=== Begin Enclosure ===

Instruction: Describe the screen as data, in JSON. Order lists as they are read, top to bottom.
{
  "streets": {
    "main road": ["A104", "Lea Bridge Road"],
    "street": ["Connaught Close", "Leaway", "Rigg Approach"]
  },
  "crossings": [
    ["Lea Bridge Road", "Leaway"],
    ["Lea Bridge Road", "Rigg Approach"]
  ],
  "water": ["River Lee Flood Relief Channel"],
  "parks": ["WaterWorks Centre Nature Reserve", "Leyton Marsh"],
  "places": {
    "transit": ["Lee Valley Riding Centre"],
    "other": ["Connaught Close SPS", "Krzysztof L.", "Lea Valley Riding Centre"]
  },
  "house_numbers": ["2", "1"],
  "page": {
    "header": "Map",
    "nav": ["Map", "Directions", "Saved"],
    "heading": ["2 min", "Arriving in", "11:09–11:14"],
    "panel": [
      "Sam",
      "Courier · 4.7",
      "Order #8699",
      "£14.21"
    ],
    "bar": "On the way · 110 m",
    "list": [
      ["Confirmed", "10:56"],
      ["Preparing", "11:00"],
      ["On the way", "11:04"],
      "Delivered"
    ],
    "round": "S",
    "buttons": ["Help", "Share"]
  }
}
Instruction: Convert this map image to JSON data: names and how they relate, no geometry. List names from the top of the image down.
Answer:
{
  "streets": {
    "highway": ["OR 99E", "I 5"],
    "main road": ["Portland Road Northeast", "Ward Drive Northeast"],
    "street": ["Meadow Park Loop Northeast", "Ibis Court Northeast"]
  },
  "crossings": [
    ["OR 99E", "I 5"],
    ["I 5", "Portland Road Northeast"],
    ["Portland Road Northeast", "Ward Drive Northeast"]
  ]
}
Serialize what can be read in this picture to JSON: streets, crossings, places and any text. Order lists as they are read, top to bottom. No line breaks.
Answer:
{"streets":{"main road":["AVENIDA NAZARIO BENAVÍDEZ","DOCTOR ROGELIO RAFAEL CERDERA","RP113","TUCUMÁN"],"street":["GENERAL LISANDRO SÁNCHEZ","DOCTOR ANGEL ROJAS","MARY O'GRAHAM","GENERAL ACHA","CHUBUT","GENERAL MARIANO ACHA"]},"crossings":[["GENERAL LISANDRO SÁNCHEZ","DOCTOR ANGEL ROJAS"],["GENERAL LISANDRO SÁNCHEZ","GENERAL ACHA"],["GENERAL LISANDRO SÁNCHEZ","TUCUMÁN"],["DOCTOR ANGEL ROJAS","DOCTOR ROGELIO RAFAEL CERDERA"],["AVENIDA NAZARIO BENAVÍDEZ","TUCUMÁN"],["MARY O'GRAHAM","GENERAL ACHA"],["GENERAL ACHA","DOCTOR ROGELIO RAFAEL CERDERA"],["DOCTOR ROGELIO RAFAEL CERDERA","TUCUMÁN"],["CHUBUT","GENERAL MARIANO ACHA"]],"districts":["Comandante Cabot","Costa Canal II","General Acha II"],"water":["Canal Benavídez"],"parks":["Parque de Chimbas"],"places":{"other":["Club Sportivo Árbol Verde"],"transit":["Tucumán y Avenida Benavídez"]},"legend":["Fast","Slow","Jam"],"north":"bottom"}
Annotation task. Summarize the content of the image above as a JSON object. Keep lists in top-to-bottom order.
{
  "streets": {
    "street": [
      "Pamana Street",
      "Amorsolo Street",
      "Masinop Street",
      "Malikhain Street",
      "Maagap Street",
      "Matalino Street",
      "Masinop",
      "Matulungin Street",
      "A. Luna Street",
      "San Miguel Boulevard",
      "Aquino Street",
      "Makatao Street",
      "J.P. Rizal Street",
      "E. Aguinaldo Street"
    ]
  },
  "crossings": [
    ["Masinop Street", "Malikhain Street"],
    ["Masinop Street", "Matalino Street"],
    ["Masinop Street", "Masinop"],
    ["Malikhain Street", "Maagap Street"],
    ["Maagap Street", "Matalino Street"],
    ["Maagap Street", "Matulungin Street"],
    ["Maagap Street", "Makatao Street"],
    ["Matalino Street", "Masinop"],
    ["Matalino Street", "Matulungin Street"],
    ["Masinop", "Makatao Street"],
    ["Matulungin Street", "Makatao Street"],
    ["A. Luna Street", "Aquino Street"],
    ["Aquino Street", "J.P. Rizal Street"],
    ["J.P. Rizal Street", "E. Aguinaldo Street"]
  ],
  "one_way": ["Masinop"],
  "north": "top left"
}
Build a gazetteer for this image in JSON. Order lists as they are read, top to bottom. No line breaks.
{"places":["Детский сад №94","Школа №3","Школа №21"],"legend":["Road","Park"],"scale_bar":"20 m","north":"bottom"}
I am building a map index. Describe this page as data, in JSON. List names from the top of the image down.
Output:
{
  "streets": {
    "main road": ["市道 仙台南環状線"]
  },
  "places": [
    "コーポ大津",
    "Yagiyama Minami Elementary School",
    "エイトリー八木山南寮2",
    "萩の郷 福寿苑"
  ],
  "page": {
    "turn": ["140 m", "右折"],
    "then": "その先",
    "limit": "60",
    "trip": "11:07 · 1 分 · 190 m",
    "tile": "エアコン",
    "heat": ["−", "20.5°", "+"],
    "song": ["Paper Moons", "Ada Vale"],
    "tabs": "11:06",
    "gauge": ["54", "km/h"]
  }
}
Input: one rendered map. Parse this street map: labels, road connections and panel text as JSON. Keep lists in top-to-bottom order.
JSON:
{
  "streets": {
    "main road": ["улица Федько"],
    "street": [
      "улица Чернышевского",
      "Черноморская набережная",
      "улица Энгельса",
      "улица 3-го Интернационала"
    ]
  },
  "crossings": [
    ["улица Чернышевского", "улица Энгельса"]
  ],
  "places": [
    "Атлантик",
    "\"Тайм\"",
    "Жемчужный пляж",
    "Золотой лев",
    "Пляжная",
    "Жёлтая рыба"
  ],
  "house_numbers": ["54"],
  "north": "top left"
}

=== End Enclosure ===

** Required work **
All lines of the data are to be repeated exactly as they stand.

** Solution for this task **
Instruction: Describe the screen as data, in JSON. Order lists as they are read, top to bottom.
{
  "streets": {
    "main road": ["A104", "Lea Bridge Road"],
    "street": ["Connaught Close", "Leaway", "Rigg Approach"]
  },
  "crossings": [
    ["Lea Bridge Road", "Leaway"],
    ["Lea Bridge Road", "Rigg Approach"]
  ],
  "water": ["River Lee Flood Relief Channel"],
  "parks": ["WaterWorks Centre Nature Reserve", "Leyton Marsh"],
  "places": {
    "transit": ["Lee Valley Riding Centre"],
    "other": ["Connaught Close SPS", "Krzysztof L.", "Lea Valley Riding Centre"]
  },
  "house_numbers": ["2", "1"],
  "page": {
    "header": "Map",
    "nav": ["Map", "Directions", "Saved"],
    "heading": ["2 min", "Arriving in", "11:09–11:14"],
    "panel": [
      "Sam",
      "Courier · 4.7",
      "Order #8699",
      "£14.21"
    ],
    "bar": "On the way · 110 m",
    "list": [
      ["Confirmed", "10:56"],
      ["Preparing", "11:00"],
      ["On the way", "11:04"],
      "Delivered"
    ],
    "round": "S",
    "buttons": ["Help", "Share"]
  }
}
Instruction: Convert this map image to JSON data: names and how they relate, no geometry. List names from the top of the image down.
Answer:
{
  "streets": {
    "highway": ["OR 99E", "I 5"],
    "main road": ["Portland Road Northeast", "Ward Drive Northeast"],
    "street": ["Meadow Park Loop Northeast", "Ibis Court Northeast"]
  },
  "crossings": [
    ["OR 99E", "I 5"],
    ["I 5", "Portland Road Northeast"],
    ["Portland Road Northeast", "Ward Drive Northeast"]
  ]
}
Serialize what can be read in this picture to JSON: streets, crossings, places and any text. Order lists as they are read, top to bottom. No line breaks.
Answer:
{"streets":{"main road":["AVENIDA NAZARIO BENAVÍDEZ","DOCTOR ROGELIO RAFAEL CERDERA","RP113","TUCUMÁN"],"street":["GENERAL LISANDRO SÁNCHEZ","DOCTOR ANGEL ROJAS","MARY O'GRAHAM","GENERAL ACHA","CHUBUT","GENERAL MARIANO ACHA"]},"crossings":[["GENERAL LISANDRO SÁNCHEZ","DOCTOR ANGEL ROJAS"],["GENERAL LISANDRO SÁNCHEZ","GENERAL ACHA"],["GENERAL LISANDRO SÁNCHEZ","TUCUMÁN"],["DOCTOR ANGEL ROJAS","DOCTOR ROGELIO RAFAEL CERDERA"],["AVENIDA NAZARIO BENAVÍDEZ","TUCUMÁN"],["MARY O'GRAHAM","GENERAL ACHA"],["GENERAL ACHA","DOCTOR ROGELIO RAFAEL CERDERA"],["DOCTOR ROGELIO RAFAEL CERDERA","TUCUMÁN"],["CHUBUT","GENERAL MARIANO ACHA"]],"districts":["Comandante Cabot","Costa Canal II","General Acha II"],"water":["Canal Benavídez"],"parks":["Parque de Chimbas"],"places":{"other":["Club Sportivo Árbol Verde"],"transit":["Tucumán y Avenida Benavídez"]},"legend":["Fast","Slow","Jam"],"north":"bottom"}
Annotation task. Summarize the content of the image above as a JSON object. Keep lists in top-to-bottom order.
{
  "streets": {
    "street": [
      "Pamana Street",
      "Amorsolo Street",
      "Masinop Street",
      "Malikhain Street",
      "Maagap Street",
      "Matalino Street",
      "Masinop",
      "Matulungin Street",
      "A. Luna Street",
      "San Miguel Boulevard",
      "Aquino Street",
      "Makatao Street",
      "J.P. Rizal Street",
      "E. Aguinaldo Street"
    ]
  },
  "crossings": [
    ["Masinop Street", "Malikhain Street"],
    ["Masinop Street", "Matalino Street"],
    ["Masinop Street", "Masinop"],
    ["Malikhain Street", "Maagap Street"],
    ["Maagap Street", "Matalino Street"],
    ["Maagap Street", "Matulungin Street"],
    ["Maagap Street", "Makatao Street"],
    ["Matalino Street", "Masinop"],
    ["Matalino Street", "Matulungin Street"],
    ["Masinop", "Makatao Street"],
    ["Matulungin Street", "Makatao Street"],
    ["A. Luna Street", "Aquino Street"],
    ["Aquino Street", "J.P. Rizal Street"],
    ["J.P. Rizal Street", "E. Aguinaldo Street"]
  ],
  "one_way": ["Masinop"],
  "north": "top left"
}
Build a gazetteer for this image in JSON. Order lists as they are read, top to bottom. No line breaks.
{"places":["Детский сад №94","Школа №3","Школа №21"],"legend":["Road","Park"],"scale_bar":"20 m","north":"bottom"}
I am building a map index. Describe this page as data, in JSON. List names from the top of the image down.
Output:
{
  "streets": {
    "main road": ["市道 仙台南環状線"]
  },
  "places": [
    "コーポ大津",
    "Yagiyama Minami Elementary School",
    "エイトリー八木山南寮2",
    "萩の郷 福寿苑"
  ],
  "page": {
    "turn": ["140 m", "右折"],
    "then": "その先",
    "limit": "60",
    "trip": "11:07 · 1 分 · 190 m",
    "tile": "エアコン",
    "heat": ["−", "20.5°", "+"],
    "song": ["Paper Moons", "Ada Vale"],
    "tabs": "11:06",
    "gauge": ["54", "km/h"]
  }
}
Input: one rendered map. Parse this street map: labels, road connections and panel text as JSON. Keep lists in top-to-bottom order.
JSON:
{
  "streets": {
    "main road": ["улица Федько"],
    "street": [
      "улица Чернышевского",
      "Черноморская набережная",
      "улица Энгельса",
      "улица 3-го Интернационала"
    ]
  },
  "crossings": [
    ["улица Чернышевского", "улица Энгельса"]
  ],
  "places": [
    "Атлантик",
    "\"Тайм\"",
    "Жемчужный пляж",
    "Золотой лев",
    "Пляжная",
    "Жёлтая рыба"
  ],
  "house_numbers": ["54"],
  "north": "top left"
}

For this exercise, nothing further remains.